Thursday, June 12, 2008

Tattoos & Taglines

In recent years, many have doubted the usefulness or value of taglines. Certainly in some cases, taglines have acted as crutches for otherwise undifferentiated products. And for some advertisers, their brand promise is so clear even without taglines that they can get along fine without them. Starbucks, to my knowledge, doesn’t have one, yet they remain a household name. However, saying that taglines are useless because they don’t always increase sales is tantamount to say advertising doesn’t work because it couldn’t sell the Ford Edsel.

For starters, taglines exist on a branding level, not a promotional level, and are therefore pretty hard to quantify, especially over time. Somehow I doubt Nike would be as strong without “Just do it.” Second, even unsuccessful companies and products use taglines. No amount of advertising or clever line is going to save a bad product or a company who lacks a clear brand promise. I think that taglines are more difficult than most people realize, that focus groups destroy the possibility for truly effective, insightful taglines, and that corporations often get in the way with their undifferentiated grandiose vanilla “Innovation. Commitment. Dedication.” type lines. Kudos to companies who can get out of the way of great work, it takes great courage.

Taglines can give people a few things that can really ad value. It gives them something familiar to hold onto that’s not visual.

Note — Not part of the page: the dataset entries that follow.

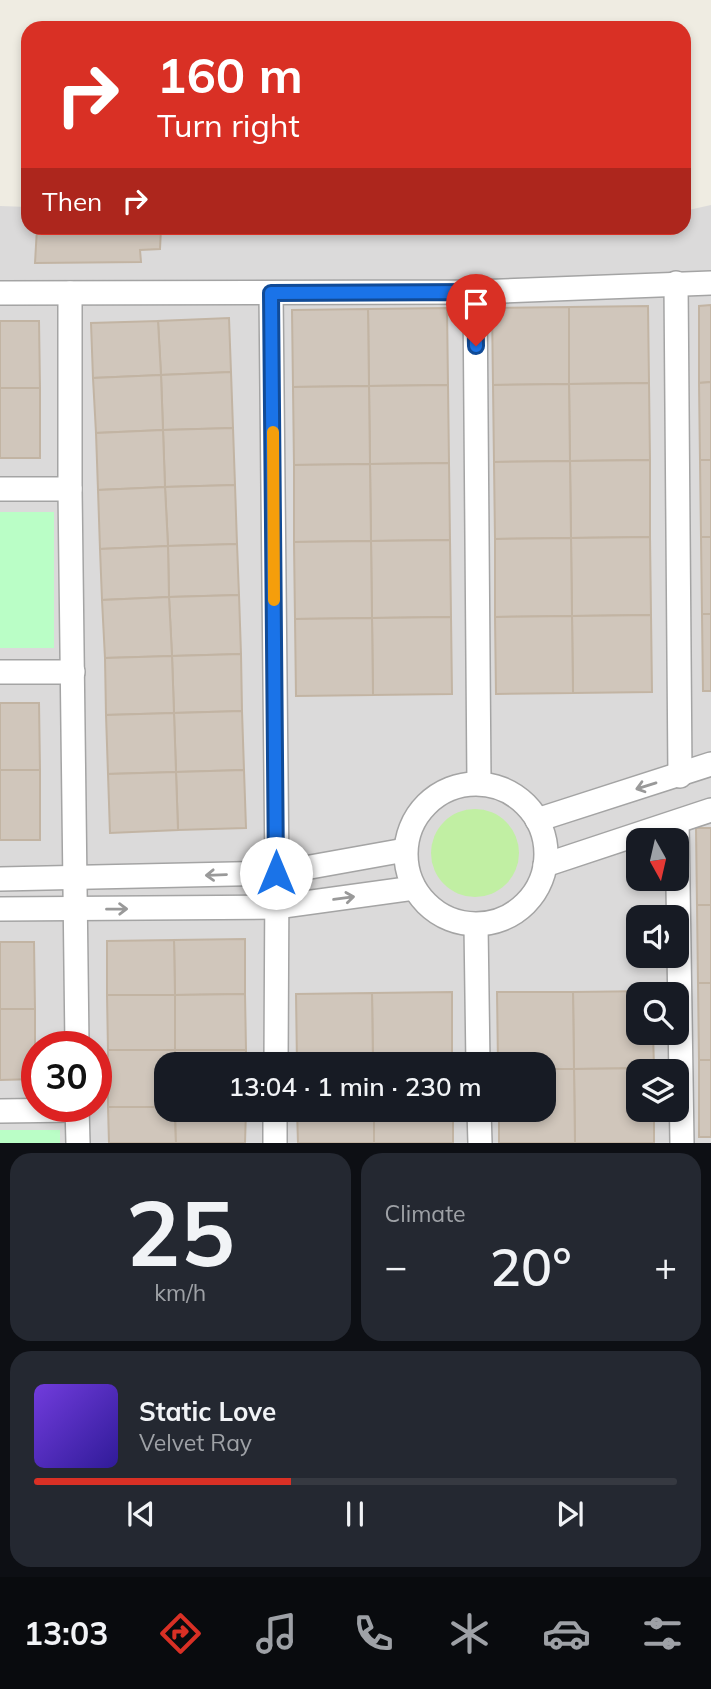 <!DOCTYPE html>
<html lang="en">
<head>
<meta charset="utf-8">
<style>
  body { margin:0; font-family:Mulish,sans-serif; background:#242831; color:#f1f3f6; height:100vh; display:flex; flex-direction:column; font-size:26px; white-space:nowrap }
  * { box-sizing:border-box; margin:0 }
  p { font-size:23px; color:#9ea1a6 }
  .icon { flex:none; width:38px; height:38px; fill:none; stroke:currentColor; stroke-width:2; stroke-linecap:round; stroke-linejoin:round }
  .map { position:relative; height:1143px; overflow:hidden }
  .side { display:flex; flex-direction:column; gap:10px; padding:10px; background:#0d0f14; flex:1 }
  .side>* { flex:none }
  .top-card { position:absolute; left:21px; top:21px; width:670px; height:214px; border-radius:21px; box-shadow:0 4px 10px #0003; background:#d93025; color:#fff; overflow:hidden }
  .needle { width:46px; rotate:172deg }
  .fabs { position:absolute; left:626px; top:828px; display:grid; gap:14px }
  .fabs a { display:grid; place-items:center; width:63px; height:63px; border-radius:14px; background:#171b24; box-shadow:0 4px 10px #0003; font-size:35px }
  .speed { position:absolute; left:21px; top:1031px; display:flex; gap:14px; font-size:35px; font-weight:700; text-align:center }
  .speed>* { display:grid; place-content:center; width:91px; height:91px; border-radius:50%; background:#171b24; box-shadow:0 4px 10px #0003; line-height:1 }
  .speed .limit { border:10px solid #d22; background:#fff; color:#111 }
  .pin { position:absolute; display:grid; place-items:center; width:60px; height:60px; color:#fff; margin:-72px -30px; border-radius:50% 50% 50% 0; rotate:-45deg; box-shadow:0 0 7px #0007 }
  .pin .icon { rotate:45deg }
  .me { position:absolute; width:77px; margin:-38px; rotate:0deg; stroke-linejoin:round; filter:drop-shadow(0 0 5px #0008) }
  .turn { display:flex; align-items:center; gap:24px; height:147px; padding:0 21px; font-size:32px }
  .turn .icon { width:91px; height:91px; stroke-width:2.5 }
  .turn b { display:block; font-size:49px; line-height:60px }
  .then { display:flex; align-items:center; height:66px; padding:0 21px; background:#0003; gap:14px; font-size:26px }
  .big { font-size:52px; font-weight:600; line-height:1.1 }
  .side .card { flex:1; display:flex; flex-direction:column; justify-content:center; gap:10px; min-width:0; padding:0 24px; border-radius:21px; background:#242831 }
  .side .dial { align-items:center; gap:0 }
  .dial b { font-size:91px; line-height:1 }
  .song { display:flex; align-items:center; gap:21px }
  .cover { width:84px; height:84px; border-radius:10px; background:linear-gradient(135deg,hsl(260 70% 55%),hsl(250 70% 35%)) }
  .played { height:7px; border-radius:4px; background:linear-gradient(90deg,#d93025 40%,#363941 40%) }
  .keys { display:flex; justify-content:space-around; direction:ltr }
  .heat { display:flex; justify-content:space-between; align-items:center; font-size:38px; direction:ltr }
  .side .tiles { flex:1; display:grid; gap:10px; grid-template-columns:1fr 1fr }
  .card:last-child { grid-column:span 2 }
  .trip { position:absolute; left:154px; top:1052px; width:402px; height:70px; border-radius:21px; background:#171b24; box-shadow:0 4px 10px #0003; font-weight:600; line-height:70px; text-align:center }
  .dock { display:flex; height:112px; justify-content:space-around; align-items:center; background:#090b0e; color:#9ea1a6 }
  .dock .icon { width:49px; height:49px }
  .dock .current { color:#d93025 }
  .dock b { font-size:32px; color:#f1f3f6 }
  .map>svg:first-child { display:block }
</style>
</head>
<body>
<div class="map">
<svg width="711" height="1143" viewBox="0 0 711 1143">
  <rect width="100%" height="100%" fill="#efece2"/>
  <!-- residential -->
  <path fill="#dbdada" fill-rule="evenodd" d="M711 205V1143H0V206L28 207V228H547L601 230 612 228H684V211ZM639 840H677V878H639ZM639 917H677V956H639ZM639 994H677V1032H639ZM37 1046H96V1106H37ZM166 1064H544V1110H166ZM639 1071H677V1110H639Z"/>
  <!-- grass -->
  <circle fill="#c1efa3" cx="475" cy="853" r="44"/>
  <!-- park -->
  <g fill="#bafec6">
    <rect x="0" y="512" width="54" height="136"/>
    <rect x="0" y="1130" width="60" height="13"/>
  </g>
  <!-- building -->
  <g fill="#d0c6bb" stroke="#c2b4a3" stroke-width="2">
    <polygon points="37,228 161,228 160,249 140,250 141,262 35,263"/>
    <polygon points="711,305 711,382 699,383 699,306"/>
    <polygon points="648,306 649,383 569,384 569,307"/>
    <polygon points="569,307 569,384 493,385 492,308"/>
    <polygon points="447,308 448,385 369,386 368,309"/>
    <polygon points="368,309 369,386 293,387 292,310"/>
    <polygon points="229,318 231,372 161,375 158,321"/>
    <polygon points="0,321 39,321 40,388 0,388"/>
    <polygon points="158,321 161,375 93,378 91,323"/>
    <polygon points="231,372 233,428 163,430 161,375"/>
    <polygon points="161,375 163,430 96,433 93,378"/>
    <polygon points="711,382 711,460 700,460 699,383"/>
    <polygon points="649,383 650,460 570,461 569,384"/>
    <polygon points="569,384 570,461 494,462 493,385"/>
    <polygon points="448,385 449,463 370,464 369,386"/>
    <polygon points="369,386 370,464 294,465 293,387"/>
    <rect x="0" y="388" width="40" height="70"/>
    <polygon points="233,428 235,485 165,487 163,430"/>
    <polygon points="163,430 165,487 98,490 96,433"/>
    <polygon points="650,460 650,537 571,538 570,461"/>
    <polygon points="700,460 711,460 711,537 701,537"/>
    <polygon points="570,461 571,538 495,539 494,462"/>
    <polygon points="449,463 450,540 371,541 370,464"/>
    <polygon points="370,464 371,541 294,542 294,465"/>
    <polygon points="235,485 237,544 168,546 165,487"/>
    <polygon points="165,487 168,546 100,549 98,490"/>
    <polygon points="650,537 651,615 572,616 571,538"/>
    <polygon points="701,537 711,537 711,614 702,614"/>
    <polygon points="571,538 572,616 495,617 495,539"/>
    <polygon points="450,540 451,617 372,618 371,541"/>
    <polygon points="371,541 372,618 295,619 294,542"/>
    <polygon points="237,544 239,595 169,597 168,546"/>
    <polygon points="168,546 169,597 102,600 100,549"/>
    <polygon points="239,595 241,654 172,656 169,597"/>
    <polygon points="169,597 172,656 105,658 102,600"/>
    <polygon points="702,614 711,614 711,691 703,691"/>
    <polygon points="651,615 652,692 573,693 572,616"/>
    <polygon points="572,616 573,693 496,694 495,617"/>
    <polygon points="451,617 452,694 373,695 372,618"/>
    <polygon points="372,618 373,695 296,696 295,619"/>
    <polygon points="241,654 242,711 174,713 172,656"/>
    <polygon points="172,656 174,713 106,715 105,658"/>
    <polygon points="0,703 39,703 40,770 0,770"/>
    <polygon points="242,711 244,770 176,772 174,713"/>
    <polygon points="174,713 176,772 108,774 106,715"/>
    <rect x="0" y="770" width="40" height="70"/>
    <polygon points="244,770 246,828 178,830 176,772"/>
    <polygon points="176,772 178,830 110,833 108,774"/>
    <polygon points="696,828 711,828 711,905 697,905"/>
    <polygon points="697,905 711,905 711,983 698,983"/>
    <polygon points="245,939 245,994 175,995 174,940"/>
    <polygon points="174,940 175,995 107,995 107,941"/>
    <polygon points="0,942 34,942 35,1009 0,1009"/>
    <polygon points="698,983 711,983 711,1060 699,1060"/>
    <polygon points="653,991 653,994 639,994 639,1032 653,1032 654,1068 574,1069 573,992"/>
    <polygon points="452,992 452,1064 373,1064 372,993"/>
    <polygon points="497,992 573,992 574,1069 544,1069 544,1064 498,1064"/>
    <polygon points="372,993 373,1064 297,1064 296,994"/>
    <polygon points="245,994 246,1050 175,1050 175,995"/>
    <polygon points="107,995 175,995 175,1050 108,1050"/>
    <polygon points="0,1009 35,1009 35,1079 0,1080"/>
    <polygon points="108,1050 175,1050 175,1064 166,1064 166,1107 108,1107"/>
    <rect x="175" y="1050" width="71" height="14"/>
    <rect x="699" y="1060" width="12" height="77"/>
    <polygon points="654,1068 654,1071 639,1071 639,1110 654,1110 654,1143 575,1143 574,1069"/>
    <polygon points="544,1069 574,1069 575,1143 499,1143 499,1110 544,1110"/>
    <polygon points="108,1107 166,1107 166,1110 175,1110 176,1143 109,1143"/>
    <polygon points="175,1110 246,1110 245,1143 176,1143"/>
    <polygon points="297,1110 374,1110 374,1143 298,1143"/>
    <rect x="374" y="1110" width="79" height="33"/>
  </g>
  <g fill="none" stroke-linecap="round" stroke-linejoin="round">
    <defs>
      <g id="street">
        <polyline points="676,283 680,776"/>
        <polyline points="475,292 479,783"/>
        <polyline points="0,293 475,292 711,283"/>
        <polyline points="70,293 70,489 77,1046"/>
        <polyline points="271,293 277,873 276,1064"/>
        <polyline points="0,489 70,489"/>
        <polyline points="0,672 73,672"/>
        <circle cx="476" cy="854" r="70"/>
        <polyline points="537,820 711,764"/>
        <polyline points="677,822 682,1143"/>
        <polyline points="545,865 711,810"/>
        <polyline points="0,879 277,873 405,850"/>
        <polyline points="0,909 276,907 414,888"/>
        <polyline points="476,925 478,1064"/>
        <polyline points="77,1106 78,1143"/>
        <polyline points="479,1110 480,1143"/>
        <polyline points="0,1111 77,1110"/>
        <polyline points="275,1143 275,1110"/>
      </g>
    </defs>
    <!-- street casing -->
    <use href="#street" stroke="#a4a4a4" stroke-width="26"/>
    <!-- street -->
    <use href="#street" stroke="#fff" stroke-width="23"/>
  </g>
  <!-- one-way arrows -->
  <defs><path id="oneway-shaft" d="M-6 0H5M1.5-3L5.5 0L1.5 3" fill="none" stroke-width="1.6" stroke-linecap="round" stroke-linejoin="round" transform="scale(1.75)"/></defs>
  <g stroke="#999">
    <use href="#oneway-shaft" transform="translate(646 786) rotate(163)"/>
    <use href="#oneway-shaft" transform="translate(216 875) rotate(178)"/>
    <use href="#oneway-shaft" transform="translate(344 898) rotate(-8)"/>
    <use href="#oneway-shaft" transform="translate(117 909) rotate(-1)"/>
  </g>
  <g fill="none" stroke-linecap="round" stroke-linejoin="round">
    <defs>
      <polyline id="route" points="276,873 271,293 475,292 476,346"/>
    </defs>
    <!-- route casing -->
    <use href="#route" stroke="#114b97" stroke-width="18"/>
    <!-- route -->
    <use href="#route" stroke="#1a73e8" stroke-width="12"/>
    <!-- slow -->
    <polyline stroke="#f59e0b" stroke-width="12" points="273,432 274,600"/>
  </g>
</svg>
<div class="fabs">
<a><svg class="needle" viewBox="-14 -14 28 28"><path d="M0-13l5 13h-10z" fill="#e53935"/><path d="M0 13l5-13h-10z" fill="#9ea1a6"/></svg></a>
<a><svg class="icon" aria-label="sound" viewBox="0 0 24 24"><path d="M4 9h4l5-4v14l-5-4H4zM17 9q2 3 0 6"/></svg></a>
<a><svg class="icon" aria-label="search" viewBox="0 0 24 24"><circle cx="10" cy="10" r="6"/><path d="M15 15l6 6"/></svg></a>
<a><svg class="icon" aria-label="layers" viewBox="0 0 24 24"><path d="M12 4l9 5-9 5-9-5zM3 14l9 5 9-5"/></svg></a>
</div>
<div class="speed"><div class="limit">30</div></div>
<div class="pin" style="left:476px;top:346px;background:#d93025"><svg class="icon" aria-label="arrive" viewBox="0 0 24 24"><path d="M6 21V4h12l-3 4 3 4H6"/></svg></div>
<svg class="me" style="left:276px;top:873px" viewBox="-20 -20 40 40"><circle r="19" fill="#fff"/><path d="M0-13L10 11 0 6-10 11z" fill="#1a73e8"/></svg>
<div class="trip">13:04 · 1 min · 230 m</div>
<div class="top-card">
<div class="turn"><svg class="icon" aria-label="right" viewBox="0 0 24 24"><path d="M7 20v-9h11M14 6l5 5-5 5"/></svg><div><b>160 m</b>Turn right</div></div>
<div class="then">Then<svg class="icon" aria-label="right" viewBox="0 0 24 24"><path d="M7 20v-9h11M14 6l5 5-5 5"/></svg></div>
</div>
</div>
<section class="side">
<div class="tiles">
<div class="card dial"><b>25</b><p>km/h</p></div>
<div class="card"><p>Climate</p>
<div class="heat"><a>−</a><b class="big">20°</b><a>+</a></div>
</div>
<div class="card">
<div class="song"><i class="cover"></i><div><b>Static Love</b><p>Velvet Ray</p></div></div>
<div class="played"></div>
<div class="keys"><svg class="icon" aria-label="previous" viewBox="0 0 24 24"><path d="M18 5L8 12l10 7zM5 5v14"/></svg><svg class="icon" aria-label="pause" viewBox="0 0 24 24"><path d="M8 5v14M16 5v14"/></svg><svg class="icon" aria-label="next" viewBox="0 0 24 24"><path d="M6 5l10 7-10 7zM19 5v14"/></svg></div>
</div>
</div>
</section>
<nav class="dock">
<b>13:03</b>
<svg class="icon current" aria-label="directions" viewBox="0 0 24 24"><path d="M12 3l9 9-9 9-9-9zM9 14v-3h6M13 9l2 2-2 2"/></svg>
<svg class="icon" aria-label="music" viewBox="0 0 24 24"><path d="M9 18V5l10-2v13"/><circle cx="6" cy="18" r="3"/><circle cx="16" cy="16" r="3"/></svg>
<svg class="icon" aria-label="phone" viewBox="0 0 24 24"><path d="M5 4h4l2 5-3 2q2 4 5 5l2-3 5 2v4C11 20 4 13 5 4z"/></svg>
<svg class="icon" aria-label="climate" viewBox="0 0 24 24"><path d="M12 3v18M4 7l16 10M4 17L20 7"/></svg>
<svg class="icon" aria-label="car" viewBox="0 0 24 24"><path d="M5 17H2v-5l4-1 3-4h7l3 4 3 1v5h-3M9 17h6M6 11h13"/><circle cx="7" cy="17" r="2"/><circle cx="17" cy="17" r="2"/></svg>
<svg class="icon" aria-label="filters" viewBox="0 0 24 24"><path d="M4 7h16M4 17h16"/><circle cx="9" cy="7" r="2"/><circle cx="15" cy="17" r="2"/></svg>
</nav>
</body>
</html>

People don’t carry little trading cars with corporate logos on them, but they can sure spit out a slogan or two. For anyone trying to recommend your brand or product to another, it can help them communicate what you do, creating easier brand evangelism. For new companies, it can help communicate and/or clarify their brand promise. When FedEx came onto the scene, we knew they did shipping. But their tagline, “When it absolutely, positively has to be there overnight.” positioned them not just as a shipping company, but as the authority on fast shipping. I think it would have taken longer for the company to take hold without it.

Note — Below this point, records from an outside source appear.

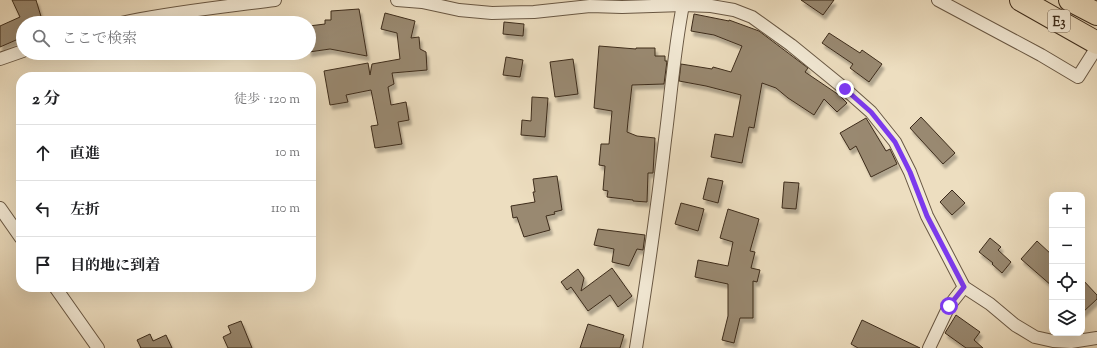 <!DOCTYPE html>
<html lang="ja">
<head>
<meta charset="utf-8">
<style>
  body { margin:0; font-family:"Sorts Mill Goudy","Noto Serif JP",serif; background:#f6f6f6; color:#202124 }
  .controls { position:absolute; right:12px; bottom:12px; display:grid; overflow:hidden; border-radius:8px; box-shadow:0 4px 16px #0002 }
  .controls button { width:36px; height:36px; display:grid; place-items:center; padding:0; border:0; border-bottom:1px solid #e0e0e0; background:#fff; color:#202124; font:20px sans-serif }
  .stop { position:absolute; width:12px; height:12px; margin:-9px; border:3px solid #7c3aed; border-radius:50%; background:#fff }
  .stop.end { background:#7c3aed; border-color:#fff; box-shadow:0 1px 4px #0008 }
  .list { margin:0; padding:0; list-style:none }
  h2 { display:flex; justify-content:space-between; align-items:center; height:52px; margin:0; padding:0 16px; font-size:17px }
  h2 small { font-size:13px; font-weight:400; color:#757577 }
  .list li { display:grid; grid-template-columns:26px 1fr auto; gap:12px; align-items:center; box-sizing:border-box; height:56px; padding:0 16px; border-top:1px solid #e0e0e0 }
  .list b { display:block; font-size:15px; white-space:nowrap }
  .list em { font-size:13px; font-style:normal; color:#757577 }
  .icon { flex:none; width:22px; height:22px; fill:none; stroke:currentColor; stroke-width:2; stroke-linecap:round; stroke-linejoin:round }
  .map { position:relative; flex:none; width:1097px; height:348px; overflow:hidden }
  .search { position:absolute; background:#fff; box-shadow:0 4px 16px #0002; left:16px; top:16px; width:300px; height:44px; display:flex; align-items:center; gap:10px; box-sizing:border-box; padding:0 14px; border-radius:22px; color:#757577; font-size:15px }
  .panel { position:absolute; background:#fff; box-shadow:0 4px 16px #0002; left:16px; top:72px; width:300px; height:220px; border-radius:16px }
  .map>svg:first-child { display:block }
  .building { fill:#998971; stroke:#3d2c1b; filter:url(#shadow) }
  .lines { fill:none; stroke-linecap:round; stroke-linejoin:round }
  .minor-casing { stroke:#695844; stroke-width:14 }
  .motorway-casing { stroke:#3d2c1b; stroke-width:24 }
  .minor { stroke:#f3ead6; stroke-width:12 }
  .motorway { stroke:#eddec0; stroke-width:22 }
  .route { stroke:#7c3aed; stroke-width:5 }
  .labels { text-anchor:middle; stroke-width:3; stroke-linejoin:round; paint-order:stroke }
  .shield { fill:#f3ead6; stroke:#746553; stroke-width:1 }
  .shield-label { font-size:13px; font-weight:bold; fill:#3d2c1b }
</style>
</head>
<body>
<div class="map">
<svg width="1097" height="348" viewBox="0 0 1097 348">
  <defs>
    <filter id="shadow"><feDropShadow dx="2.5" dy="4.5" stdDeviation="1" flood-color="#0004"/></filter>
  </defs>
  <rect width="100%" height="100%" fill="#eddec0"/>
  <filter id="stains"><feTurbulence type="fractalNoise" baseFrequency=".005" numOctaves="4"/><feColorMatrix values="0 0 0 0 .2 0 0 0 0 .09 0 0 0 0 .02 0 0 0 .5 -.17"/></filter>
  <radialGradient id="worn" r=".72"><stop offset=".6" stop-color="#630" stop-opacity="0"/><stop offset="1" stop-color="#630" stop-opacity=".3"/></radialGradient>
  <!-- building -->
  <g class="building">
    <polygon points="12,0 36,0 43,23 23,23 23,37 0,47 0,26 20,17"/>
    <polygon points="801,0 834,0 823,15"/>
    <polygon points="359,9 367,56 330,49 309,52 309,26 325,24 325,20 331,20 331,11"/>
    <polygon points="385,13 415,21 411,38 419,37 420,49 426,52 427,70 392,73 394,84 388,87 391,105 406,102 409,120 398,122 402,144 375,148 371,126 378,125 371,90 346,95 348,102 330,105 324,71 368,63 370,75 372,64 400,59 397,33 381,29"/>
    <polygon points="694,14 729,21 729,20 759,31 808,68 805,72 839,95 847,103 837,112 824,99 814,115 788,98 776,88 762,83 754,128 749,127 742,163 711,157 715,134 733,137 741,95 706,86 679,81 681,64 712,69 713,67 731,72 742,46 714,35 691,31"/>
    <polygon points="504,22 524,24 523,36 503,34"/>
    <polygon points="829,33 860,53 862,50 882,64 869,82 850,68 853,64 822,43"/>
    <polygon points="599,46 636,49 636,48 655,48 655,56 665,56 665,61 667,61 664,84 632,85 628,121 627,132 637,136 655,138 653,173 648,173 647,202 633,201 633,200 607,197 608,191 603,190 605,166 599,165 601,144 609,144 612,111 594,108"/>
    <polygon points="506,57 523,60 520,77 503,75"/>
    <polygon points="573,59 578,94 555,97 550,62"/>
    <polygon points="532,97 548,98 545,137 521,135 522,120 531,121"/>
    <polygon points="921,117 955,153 943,164 910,128"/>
    <polygon points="866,118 886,151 890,149 897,164 871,177 856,146 850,150 840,133"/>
    <polygon points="557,176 562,210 554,212 555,214 546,216 550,230 524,237 517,217 513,218 511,206 535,202 533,192 535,192 533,179"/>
    <polygon points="708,178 723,181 718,203 703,199"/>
    <polygon points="784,182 799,183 796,209 782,208"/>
    <polygon points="952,190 965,203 952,215 940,202"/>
    <polygon points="681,203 704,209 698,231 675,224"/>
    <polygon points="728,209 759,219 750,251 755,252 751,268 760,270 757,282 753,281 753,318 740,318 734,343 722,340 728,316 728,284 695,277 698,260 728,266 733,242 720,238"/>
    <polygon points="598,229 645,235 643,250 637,249 629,266 612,262 614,249 594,245"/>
    <polygon points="990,238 1001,247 998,250 1011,262 1002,273 992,264 993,263 979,252"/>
    <polygon points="1037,241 1052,255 1052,286 1021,259"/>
    <polygon points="612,268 632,296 618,307 610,295 588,311 571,287 567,290 561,282 578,269 584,278 581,291"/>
    <polygon points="1082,279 1097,295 1097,299 1082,313"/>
    <polygon points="956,315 980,332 974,340 983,348 966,348 945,333"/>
    <polygon points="862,320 920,348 858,348 851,344"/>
    <polygon points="241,321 252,348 228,348 223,337 231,333 228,326"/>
    <polygon points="588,324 624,335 620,348 580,348"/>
    <polygon points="150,334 153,341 166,335 172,348 140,348 141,348 137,340"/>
  </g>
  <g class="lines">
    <defs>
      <g id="minor">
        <polyline points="397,0 422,2 459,10 492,13 534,12 590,6 622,7 683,5 711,6 734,10 752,17 791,45 845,89 871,112 895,142 910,172 927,216 964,287 990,304 1015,325 1035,337 1053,341 1071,342 1097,338"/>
        <polyline points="938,0 1041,55 1078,77 1097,47"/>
        <path d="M 121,23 C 171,12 223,7 275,0"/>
        <polyline points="0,59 23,51"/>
        <polyline points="0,208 21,238"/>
        <polyline points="55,287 98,348"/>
        <path d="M 636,348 C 647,279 657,210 665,140 C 671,95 674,50 683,5 L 689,1"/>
        <polyline points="929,348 949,306 964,287"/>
      </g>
      <g id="motorway">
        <polyline points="1021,0 1097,43"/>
        <polyline points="1070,0 1097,14"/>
      </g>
    </defs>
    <!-- minor casing -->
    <use href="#minor" class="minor-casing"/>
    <!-- motorway casing -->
    <use href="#motorway" class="motorway-casing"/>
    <!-- minor -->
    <use href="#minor" class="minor"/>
    <!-- motorway -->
    <use href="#motorway" class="motorway"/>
  </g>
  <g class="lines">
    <!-- route -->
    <polyline class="route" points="845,89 871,112 895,142 910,172 927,216 964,287 949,306"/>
  </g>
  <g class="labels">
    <!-- shield labels -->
    <rect class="shield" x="1048" y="10" width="22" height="22" rx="3"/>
    <g class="shield-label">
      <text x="1059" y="26">E3</text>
    </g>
  </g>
  <rect width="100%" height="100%" filter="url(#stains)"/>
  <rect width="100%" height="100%" fill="url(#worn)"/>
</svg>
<div class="controls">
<button>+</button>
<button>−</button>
<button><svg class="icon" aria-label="locate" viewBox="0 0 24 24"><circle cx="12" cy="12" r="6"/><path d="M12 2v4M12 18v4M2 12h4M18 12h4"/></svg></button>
<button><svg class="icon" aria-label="layers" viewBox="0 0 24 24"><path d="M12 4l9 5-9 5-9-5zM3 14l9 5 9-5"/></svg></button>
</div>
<div class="stop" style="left:949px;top:306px"></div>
<div class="stop end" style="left:845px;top:89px"></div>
<div class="search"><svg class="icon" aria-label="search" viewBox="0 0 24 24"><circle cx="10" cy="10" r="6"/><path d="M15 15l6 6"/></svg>ここで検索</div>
<section class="panel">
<h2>2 分<small>徒歩 · 120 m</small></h2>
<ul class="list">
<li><svg class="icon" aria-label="ahead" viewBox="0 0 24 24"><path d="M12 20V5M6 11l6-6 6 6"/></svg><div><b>直進</b></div><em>10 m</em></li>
<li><svg class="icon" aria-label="left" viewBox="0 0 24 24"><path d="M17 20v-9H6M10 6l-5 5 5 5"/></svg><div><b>左折</b></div><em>110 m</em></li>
<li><svg class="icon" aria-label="arrive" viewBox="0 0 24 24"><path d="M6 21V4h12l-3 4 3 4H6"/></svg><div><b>目的地に到着</b></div></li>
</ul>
</section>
</div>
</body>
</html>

In the modern era of consumers increasingly interacting with and influencing brand communications, the NBA has had a huge hit this year that illustrates the power of a well-crafted tagline. (I should mention here that the difference between brand lines and campaign lines can be blurry) “Where amazing happens” and its many iterations was a massive success this year. And while some purport that the success of this season’s playoffs is due to a lack of tattoos, I submit that it was due to a tagline that provided endless possibilities for customization and created something that consumers could take and play with, change around, have fun with and make their own. How else can you explain the hundreds of thousands of parodies of the Where Amazing Happens NBA spots online? The same concept was behind the overwhelming success of Elf Yourself. While more conservative thinkers might posit that letting someone “bastardize” your brand like that is a detriment, it’s actually a great brand building tool. It lets consumers interact with your brand on their terms, share your brand, get excited about it and associate it with positive experiences. If you still doubt the utility of taglines, maybe you should scrap logos too. After all, facebook uses plain type and it’s a cultural phenomenon.

So, are taglines dead or futile? Not a chance. They’re an art that just have to be handled very well to be successful.